> [Aim of the task] The answer is the set of lines that include "ARTURO", copied from the data below.

Collected data
[Start of section]
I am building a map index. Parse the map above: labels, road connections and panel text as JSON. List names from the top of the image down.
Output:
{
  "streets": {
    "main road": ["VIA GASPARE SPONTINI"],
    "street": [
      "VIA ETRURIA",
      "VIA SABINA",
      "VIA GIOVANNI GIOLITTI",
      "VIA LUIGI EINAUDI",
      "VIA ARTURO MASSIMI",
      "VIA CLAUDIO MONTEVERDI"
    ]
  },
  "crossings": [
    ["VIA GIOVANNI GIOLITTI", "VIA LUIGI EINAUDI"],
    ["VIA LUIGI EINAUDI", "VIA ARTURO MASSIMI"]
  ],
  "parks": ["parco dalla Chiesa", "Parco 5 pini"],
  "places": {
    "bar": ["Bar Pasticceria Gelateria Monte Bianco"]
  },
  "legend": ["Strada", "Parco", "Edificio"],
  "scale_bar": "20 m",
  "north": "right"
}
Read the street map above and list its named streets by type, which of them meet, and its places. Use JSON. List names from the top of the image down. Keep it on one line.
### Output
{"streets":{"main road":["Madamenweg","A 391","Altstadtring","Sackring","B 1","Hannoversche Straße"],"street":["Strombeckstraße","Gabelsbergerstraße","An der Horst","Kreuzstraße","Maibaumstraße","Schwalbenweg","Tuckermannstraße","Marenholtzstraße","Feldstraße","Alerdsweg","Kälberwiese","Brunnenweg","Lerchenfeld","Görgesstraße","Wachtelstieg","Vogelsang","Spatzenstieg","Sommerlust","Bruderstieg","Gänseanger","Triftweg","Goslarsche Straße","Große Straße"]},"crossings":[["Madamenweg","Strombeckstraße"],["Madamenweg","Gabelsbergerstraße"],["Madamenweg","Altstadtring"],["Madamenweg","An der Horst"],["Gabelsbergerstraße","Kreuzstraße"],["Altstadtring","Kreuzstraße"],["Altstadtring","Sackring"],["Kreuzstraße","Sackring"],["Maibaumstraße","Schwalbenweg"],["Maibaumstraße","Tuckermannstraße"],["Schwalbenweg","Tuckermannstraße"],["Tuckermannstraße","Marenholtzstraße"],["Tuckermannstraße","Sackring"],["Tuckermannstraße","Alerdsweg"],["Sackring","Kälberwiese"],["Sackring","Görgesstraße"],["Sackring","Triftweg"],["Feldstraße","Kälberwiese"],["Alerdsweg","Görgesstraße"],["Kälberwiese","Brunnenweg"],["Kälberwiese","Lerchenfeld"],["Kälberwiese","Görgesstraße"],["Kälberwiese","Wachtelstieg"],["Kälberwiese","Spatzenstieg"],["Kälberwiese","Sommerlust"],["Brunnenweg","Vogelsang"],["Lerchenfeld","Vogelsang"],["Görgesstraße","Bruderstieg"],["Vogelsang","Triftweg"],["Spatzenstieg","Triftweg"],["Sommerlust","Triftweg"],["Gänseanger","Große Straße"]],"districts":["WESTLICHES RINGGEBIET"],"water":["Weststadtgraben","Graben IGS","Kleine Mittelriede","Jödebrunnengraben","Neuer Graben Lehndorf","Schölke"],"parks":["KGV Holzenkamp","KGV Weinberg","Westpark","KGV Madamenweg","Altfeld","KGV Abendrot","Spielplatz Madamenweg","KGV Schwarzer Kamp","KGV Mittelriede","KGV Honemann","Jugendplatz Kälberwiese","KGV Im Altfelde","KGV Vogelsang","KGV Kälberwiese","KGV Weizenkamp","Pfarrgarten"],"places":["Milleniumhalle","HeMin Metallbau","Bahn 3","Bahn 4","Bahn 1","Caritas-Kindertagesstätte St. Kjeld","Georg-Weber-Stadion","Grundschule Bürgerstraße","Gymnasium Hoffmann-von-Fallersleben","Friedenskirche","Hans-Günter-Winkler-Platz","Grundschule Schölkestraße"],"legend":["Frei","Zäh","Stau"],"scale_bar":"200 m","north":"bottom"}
[End of section]
> [Response box]
      "VIA ARTURO MASSIMI",
    ["VIA LUIGI EINAUDI", "VIA ARTURO MASSIMI"]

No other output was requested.